Transcribe exactly the lines from the one containing "Where are all labels, symbols" through the last line of the listing below, inclusive, and nothing beyond them.

*Given data:*
'''
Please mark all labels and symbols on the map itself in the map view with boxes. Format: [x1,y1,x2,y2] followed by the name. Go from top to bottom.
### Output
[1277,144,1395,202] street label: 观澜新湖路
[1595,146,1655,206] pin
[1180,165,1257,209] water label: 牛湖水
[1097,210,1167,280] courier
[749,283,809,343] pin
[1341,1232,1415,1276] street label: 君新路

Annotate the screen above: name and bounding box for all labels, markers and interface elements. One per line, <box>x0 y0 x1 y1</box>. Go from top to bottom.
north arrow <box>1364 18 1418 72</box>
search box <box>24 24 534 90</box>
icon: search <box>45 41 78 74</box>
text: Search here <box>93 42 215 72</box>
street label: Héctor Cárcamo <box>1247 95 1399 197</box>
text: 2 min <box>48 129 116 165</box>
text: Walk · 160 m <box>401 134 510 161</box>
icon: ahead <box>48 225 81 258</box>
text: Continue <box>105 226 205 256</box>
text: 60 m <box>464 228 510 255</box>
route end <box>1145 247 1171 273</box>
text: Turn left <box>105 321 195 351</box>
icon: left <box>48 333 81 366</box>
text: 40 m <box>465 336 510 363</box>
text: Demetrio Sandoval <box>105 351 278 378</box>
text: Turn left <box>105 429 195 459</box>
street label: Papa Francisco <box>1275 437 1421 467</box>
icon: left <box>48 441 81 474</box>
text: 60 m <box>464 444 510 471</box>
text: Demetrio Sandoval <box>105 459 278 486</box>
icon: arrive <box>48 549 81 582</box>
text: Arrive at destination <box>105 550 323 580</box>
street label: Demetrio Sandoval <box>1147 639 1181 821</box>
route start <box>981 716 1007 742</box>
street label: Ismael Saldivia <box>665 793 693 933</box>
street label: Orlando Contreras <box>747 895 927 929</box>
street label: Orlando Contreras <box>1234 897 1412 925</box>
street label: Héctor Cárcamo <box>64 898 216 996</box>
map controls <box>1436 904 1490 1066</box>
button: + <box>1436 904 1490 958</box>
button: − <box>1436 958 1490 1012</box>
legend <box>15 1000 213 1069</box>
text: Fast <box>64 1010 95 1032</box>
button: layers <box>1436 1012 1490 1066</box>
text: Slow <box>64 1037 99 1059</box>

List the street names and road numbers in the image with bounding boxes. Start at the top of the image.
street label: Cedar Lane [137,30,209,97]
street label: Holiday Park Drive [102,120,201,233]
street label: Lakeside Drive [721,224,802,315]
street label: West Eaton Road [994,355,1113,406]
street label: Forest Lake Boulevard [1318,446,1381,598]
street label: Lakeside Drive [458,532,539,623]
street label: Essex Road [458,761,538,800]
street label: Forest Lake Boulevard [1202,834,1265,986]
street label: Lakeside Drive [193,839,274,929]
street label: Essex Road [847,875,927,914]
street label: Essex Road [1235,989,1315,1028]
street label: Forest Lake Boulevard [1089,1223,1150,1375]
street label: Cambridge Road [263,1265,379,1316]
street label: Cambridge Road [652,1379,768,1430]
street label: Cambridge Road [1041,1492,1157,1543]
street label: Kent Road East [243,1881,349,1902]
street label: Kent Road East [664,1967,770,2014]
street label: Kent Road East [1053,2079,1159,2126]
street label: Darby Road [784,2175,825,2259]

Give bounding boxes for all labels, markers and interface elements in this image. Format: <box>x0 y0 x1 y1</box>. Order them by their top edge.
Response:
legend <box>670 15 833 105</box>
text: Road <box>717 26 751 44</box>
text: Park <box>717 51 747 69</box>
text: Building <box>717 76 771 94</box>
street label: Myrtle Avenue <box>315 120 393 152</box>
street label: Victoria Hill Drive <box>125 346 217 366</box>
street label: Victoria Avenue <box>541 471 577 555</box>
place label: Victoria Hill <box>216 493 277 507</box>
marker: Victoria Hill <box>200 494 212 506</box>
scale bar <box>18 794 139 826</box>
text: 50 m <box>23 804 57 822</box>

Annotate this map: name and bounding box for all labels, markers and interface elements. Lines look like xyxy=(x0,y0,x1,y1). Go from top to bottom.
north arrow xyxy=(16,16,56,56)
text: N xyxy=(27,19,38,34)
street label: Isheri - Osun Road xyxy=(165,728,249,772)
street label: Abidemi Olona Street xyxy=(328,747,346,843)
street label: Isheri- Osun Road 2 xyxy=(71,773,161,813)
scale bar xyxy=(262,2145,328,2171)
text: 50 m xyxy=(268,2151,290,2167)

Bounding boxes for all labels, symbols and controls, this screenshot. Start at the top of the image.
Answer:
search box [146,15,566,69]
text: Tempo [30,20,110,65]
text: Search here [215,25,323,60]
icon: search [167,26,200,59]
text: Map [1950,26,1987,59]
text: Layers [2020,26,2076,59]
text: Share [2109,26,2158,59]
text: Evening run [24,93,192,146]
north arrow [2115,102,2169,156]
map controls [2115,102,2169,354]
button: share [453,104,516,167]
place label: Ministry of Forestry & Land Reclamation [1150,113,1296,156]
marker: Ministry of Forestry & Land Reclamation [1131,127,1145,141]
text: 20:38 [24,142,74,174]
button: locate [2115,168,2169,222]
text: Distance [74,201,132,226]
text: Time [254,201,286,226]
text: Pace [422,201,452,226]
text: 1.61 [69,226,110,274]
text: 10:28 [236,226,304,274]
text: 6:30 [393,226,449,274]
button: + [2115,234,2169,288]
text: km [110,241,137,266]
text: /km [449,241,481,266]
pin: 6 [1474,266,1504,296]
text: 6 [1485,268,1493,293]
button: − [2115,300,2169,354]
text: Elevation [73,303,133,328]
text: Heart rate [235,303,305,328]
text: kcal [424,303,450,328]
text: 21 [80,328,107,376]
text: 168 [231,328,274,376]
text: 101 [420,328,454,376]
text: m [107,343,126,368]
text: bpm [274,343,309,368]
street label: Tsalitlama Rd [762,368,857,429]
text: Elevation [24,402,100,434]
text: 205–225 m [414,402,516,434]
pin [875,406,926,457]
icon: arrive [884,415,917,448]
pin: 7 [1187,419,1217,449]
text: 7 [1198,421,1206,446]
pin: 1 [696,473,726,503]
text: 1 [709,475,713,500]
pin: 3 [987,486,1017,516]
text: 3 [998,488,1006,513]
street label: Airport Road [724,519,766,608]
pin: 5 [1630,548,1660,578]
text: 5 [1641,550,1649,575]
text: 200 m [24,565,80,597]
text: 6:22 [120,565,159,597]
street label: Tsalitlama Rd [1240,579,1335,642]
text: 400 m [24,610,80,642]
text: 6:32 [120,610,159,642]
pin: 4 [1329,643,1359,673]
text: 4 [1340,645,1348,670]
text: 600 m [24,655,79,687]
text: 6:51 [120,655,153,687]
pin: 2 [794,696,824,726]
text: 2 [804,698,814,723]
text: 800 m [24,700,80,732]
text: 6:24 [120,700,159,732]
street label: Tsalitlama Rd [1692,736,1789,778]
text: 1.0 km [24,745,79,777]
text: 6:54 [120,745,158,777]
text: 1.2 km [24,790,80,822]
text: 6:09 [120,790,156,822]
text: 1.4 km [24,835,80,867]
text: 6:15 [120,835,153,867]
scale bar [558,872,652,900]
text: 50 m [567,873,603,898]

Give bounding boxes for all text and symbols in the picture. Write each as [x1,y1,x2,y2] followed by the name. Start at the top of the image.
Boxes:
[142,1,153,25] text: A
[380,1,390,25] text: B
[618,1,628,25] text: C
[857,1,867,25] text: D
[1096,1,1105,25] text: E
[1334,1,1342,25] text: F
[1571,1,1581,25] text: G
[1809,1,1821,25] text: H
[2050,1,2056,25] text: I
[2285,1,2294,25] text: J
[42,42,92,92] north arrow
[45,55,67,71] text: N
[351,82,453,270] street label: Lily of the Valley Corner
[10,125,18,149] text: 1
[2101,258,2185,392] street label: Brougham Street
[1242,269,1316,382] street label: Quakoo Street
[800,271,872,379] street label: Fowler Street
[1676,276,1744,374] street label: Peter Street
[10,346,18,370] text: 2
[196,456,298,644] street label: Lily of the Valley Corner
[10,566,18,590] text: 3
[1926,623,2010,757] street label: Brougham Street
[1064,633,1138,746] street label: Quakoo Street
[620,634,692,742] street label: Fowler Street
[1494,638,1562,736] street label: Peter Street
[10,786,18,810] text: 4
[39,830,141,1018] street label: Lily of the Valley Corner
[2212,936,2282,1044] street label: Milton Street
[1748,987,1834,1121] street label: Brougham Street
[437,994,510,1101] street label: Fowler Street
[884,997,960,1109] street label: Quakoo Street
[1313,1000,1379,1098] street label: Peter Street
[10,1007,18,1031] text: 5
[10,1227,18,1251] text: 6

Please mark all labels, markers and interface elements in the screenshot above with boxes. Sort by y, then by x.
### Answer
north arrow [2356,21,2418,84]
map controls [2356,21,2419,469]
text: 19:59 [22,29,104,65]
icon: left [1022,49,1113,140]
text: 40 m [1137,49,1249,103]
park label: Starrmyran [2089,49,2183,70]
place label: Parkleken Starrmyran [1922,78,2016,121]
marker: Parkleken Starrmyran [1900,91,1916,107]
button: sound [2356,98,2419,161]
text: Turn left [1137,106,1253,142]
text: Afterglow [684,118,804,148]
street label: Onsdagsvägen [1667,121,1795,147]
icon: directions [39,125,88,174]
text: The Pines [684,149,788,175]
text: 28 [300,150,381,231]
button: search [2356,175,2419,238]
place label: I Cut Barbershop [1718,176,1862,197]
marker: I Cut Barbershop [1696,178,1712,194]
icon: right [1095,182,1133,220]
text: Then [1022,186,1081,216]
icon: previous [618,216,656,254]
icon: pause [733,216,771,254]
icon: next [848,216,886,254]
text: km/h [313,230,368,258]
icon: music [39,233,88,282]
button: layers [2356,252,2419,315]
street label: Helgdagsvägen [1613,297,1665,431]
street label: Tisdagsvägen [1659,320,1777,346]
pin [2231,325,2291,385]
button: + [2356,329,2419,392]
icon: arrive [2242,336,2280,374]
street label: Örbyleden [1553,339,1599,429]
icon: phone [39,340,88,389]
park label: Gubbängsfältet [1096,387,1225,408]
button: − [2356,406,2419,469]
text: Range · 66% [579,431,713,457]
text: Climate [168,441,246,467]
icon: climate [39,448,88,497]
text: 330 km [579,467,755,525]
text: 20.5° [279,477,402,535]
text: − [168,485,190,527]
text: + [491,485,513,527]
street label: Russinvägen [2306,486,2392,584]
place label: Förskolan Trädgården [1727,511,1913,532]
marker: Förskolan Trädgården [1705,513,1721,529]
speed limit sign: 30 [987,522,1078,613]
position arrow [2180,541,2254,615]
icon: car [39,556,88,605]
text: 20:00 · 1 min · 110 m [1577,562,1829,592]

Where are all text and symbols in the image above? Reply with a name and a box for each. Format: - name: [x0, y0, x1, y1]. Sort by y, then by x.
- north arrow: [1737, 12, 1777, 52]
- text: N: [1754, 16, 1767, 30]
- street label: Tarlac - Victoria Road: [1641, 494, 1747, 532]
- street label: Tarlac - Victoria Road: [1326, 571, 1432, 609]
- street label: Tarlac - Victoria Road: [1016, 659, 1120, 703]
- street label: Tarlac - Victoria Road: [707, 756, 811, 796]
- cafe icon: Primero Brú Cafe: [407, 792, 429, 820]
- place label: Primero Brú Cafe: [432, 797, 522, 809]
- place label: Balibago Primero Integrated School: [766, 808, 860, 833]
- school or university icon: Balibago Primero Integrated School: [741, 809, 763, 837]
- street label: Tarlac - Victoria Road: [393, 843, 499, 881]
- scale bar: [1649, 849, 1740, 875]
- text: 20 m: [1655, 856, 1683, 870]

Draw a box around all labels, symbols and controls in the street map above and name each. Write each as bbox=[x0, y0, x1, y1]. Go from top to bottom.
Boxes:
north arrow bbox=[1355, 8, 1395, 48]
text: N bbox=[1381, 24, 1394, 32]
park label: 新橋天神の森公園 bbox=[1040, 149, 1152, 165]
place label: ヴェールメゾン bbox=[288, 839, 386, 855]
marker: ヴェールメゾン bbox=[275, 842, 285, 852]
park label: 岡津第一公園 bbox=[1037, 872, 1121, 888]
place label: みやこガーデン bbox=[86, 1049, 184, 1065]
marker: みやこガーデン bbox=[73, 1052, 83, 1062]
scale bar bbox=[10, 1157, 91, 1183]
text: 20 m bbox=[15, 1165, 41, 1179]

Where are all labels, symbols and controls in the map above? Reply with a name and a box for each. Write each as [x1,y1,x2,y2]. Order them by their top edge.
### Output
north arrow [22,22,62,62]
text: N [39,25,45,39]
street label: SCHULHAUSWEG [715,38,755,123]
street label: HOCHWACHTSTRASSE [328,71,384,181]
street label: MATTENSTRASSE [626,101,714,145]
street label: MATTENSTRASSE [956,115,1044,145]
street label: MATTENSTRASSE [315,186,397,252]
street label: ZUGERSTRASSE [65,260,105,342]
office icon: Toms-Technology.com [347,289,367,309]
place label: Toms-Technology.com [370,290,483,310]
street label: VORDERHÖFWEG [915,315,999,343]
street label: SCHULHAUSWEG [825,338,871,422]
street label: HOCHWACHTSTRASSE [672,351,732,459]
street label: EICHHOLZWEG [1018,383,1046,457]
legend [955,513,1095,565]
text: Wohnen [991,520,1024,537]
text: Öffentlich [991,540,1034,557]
'''
*Your response:*
Where are all labels, symbols and controls in the map above? Reply with a name and a box for each. Write each as [x1,y1,x2,y2]. Order them by their top edge.
### Output
north arrow [22,22,62,62]
text: N [39,25,45,39]
street label: SCHULHAUSWEG [715,38,755,123]
street label: HOCHWACHTSTRASSE [328,71,384,181]
street label: MATTENSTRASSE [626,101,714,145]
street label: MATTENSTRASSE [956,115,1044,145]
street label: MATTENSTRASSE [315,186,397,252]
street label: ZUGERSTRASSE [65,260,105,342]
office icon: Toms-Technology.com [347,289,367,309]
place label: Toms-Technology.com [370,290,483,310]
street label: VORDERHÖFWEG [915,315,999,343]
street label: SCHULHAUSWEG [825,338,871,422]
street label: HOCHWACHTSTRASSE [672,351,732,459]
street label: EICHHOLZWEG [1018,383,1046,457]
legend [955,513,1095,565]
text: Wohnen [991,520,1024,537]
text: Öffentlich [991,540,1034,557]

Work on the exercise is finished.